◆ **Exercise objective**
Your copy of the entries below should hold exactly the lines from the one containing "Task: Describe the" to the one containing "Instruction: Transcribe the", inclusive, and no pictures.

◆ **Data extract**
○ ○ ○ ○ ○
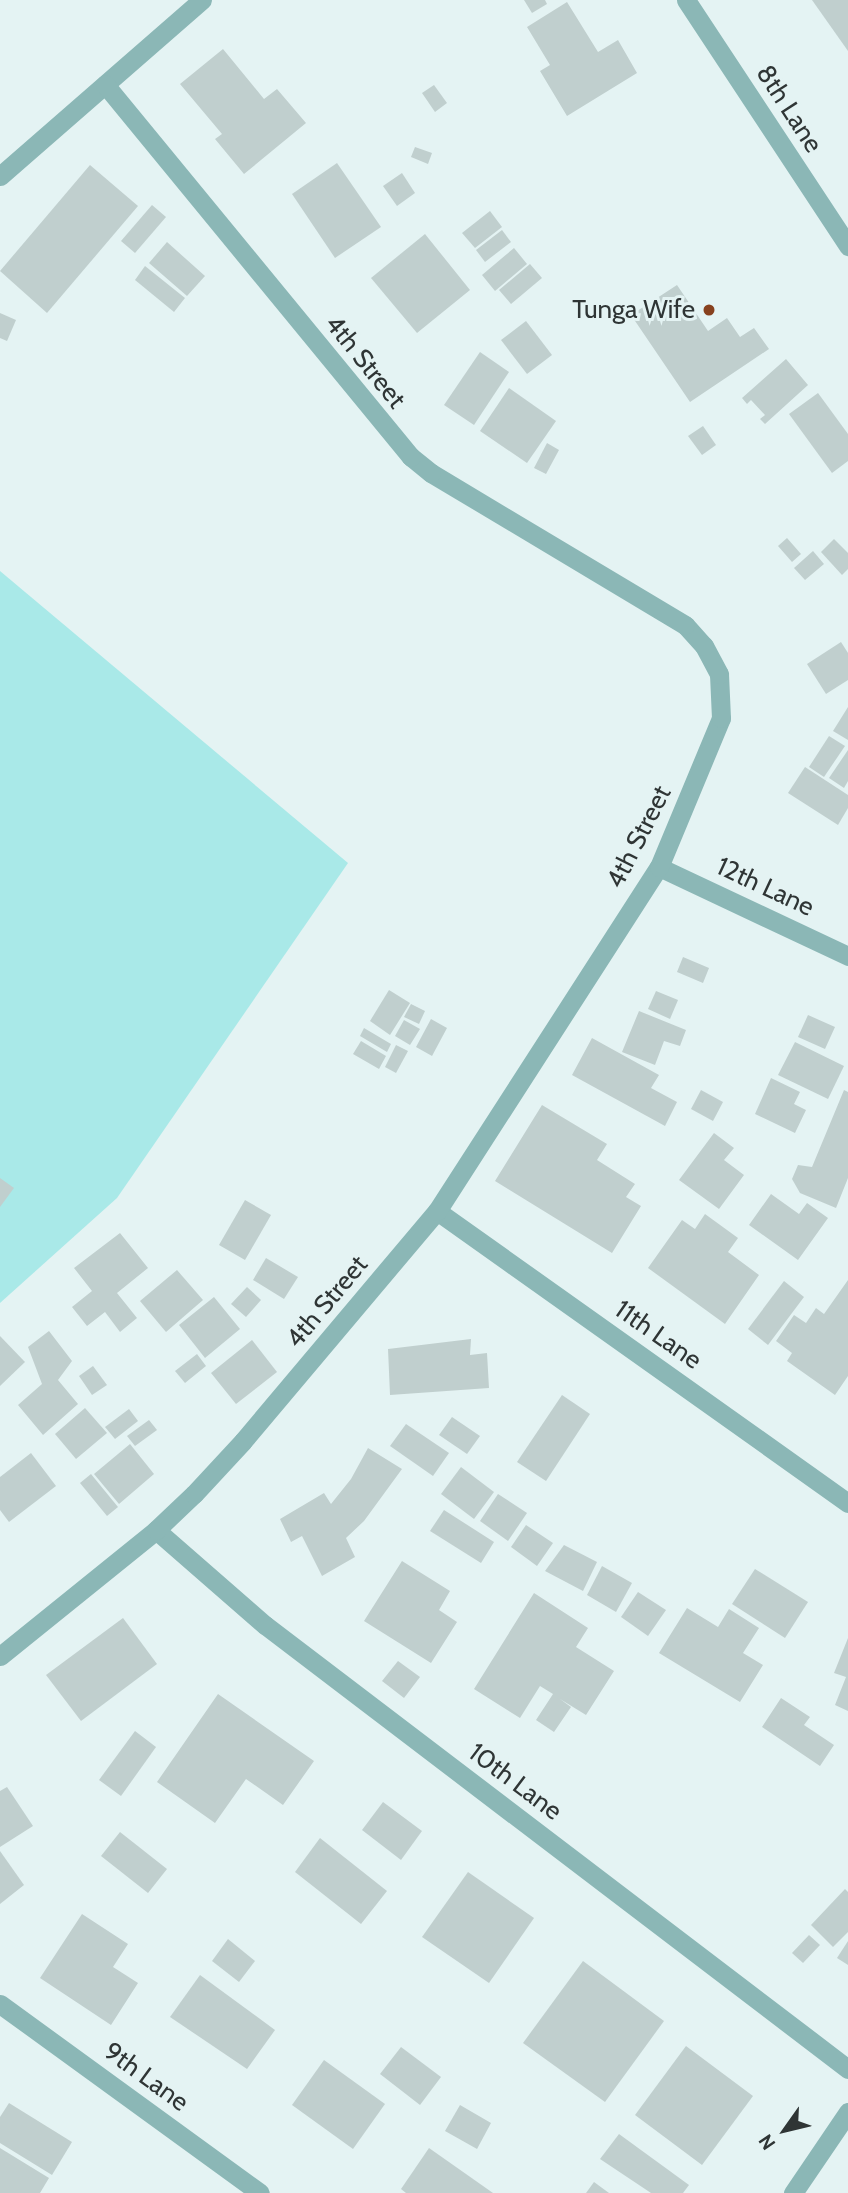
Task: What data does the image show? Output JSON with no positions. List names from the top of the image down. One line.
○ ○ ○ ○ ○
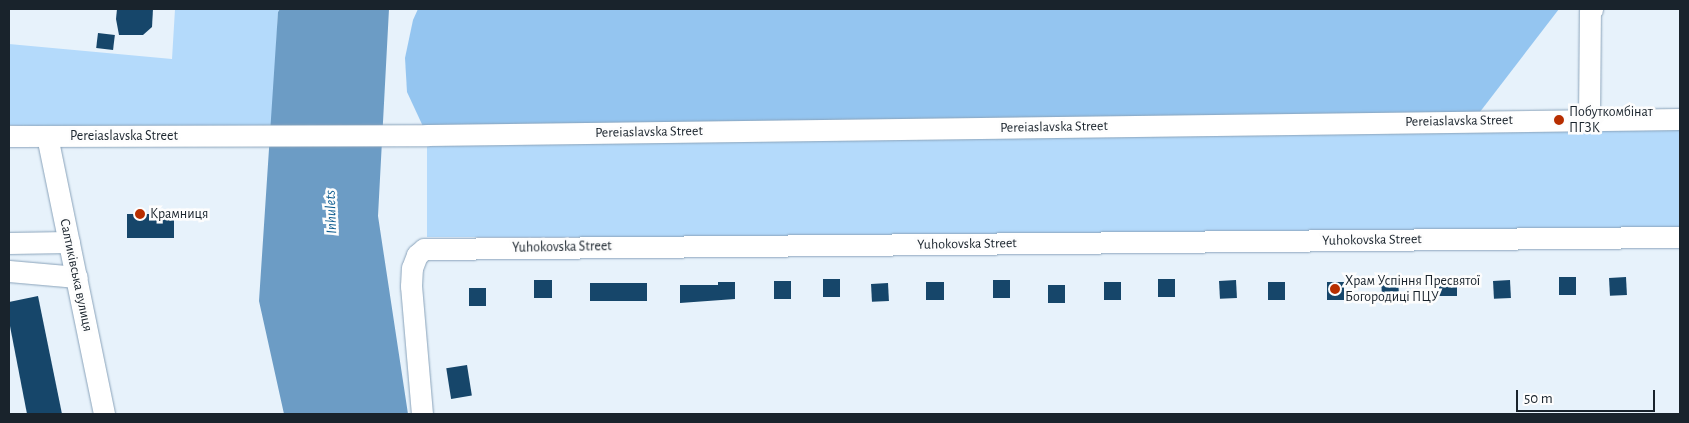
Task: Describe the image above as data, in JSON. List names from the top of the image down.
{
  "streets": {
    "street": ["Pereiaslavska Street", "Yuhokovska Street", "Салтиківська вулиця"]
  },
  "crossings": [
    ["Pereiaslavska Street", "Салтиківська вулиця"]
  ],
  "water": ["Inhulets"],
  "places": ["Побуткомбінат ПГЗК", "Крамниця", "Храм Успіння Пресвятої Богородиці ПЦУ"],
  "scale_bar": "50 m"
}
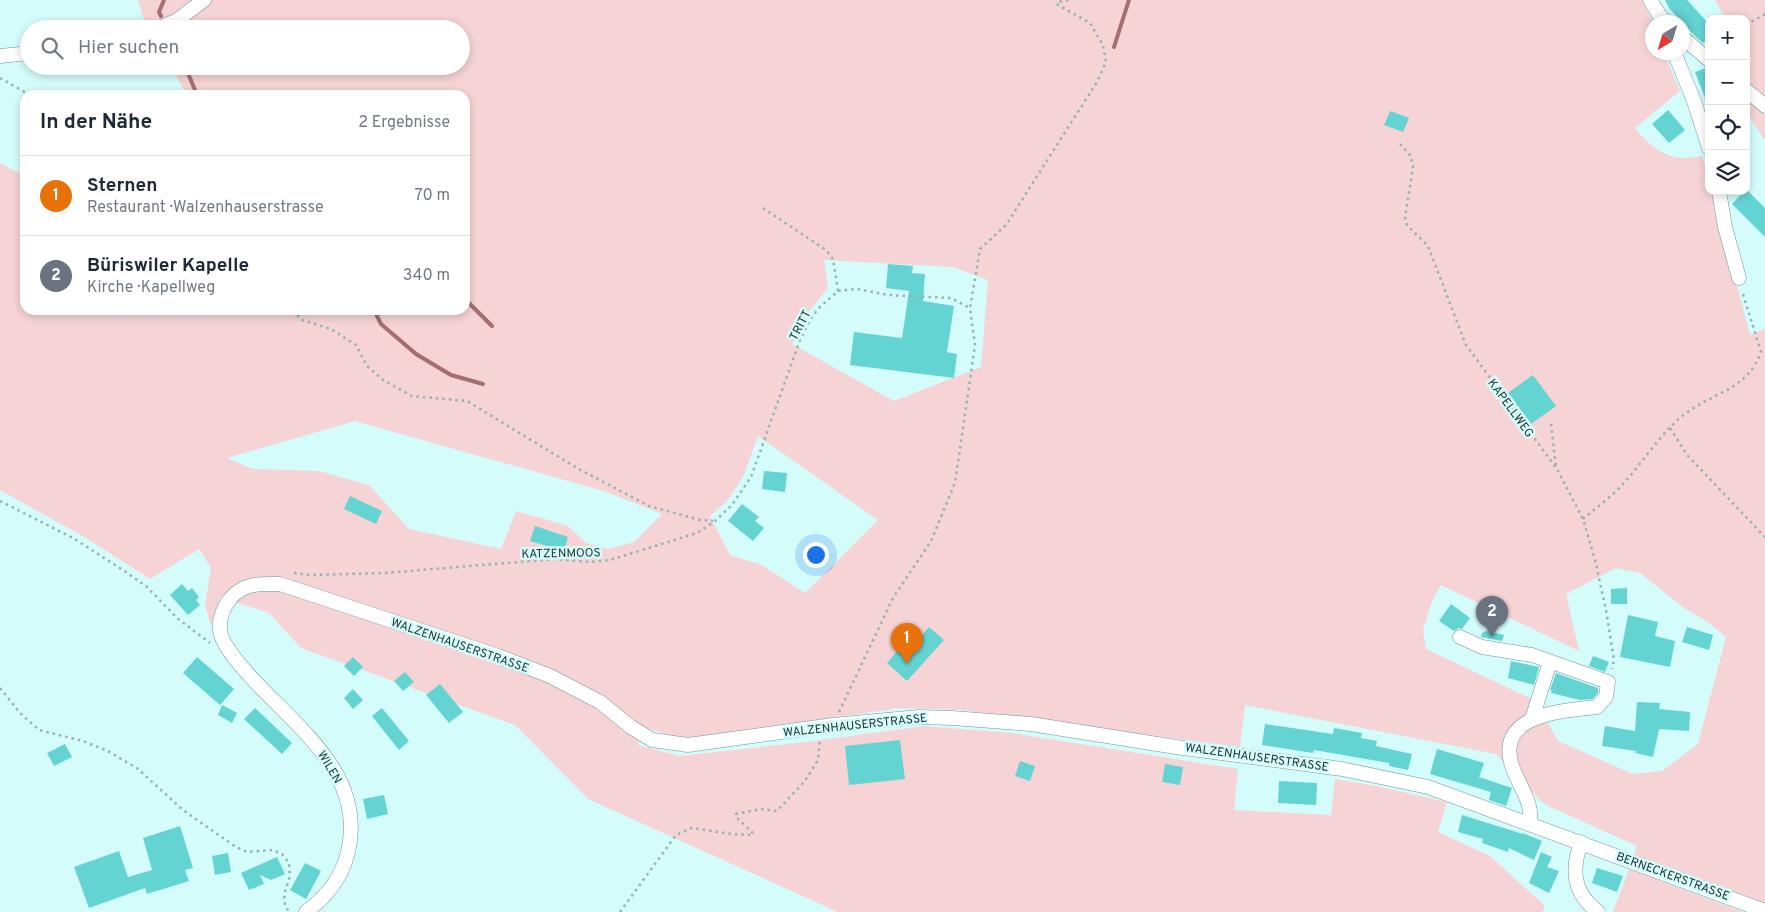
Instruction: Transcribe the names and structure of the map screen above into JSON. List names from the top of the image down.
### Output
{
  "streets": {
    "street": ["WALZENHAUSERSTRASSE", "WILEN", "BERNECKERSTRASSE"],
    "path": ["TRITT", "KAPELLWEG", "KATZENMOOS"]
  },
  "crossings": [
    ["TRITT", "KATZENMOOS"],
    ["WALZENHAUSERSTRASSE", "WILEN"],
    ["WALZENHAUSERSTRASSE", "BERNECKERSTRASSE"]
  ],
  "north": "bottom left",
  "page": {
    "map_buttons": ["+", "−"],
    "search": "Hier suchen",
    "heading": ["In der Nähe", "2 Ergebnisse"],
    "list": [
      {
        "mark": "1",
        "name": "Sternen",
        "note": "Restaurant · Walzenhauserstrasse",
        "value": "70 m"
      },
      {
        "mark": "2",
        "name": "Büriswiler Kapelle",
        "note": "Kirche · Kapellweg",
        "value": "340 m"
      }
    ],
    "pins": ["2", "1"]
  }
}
○ ○ ○ ○ ○
◆ **Exercise solution**
Task: Describe the image above as data, in JSON. List names from the top of the image down.
{
  "streets": {
    "street": ["Pereiaslavska Street", "Yuhokovska Street", "Салтиківська вулиця"]
  },
  "crossings": [
    ["Pereiaslavska Street", "Салтиківська вулиця"]
  ],
  "water": ["Inhulets"],
  "places": ["Побуткомбінат ПГЗК", "Крамниця", "Храм Успіння Пресвятої Богородиці ПЦУ"],
  "scale_bar": "50 m"
}
Instruction: Transcribe the names and structure of the map screen above into JSON. List names from the top of the image down.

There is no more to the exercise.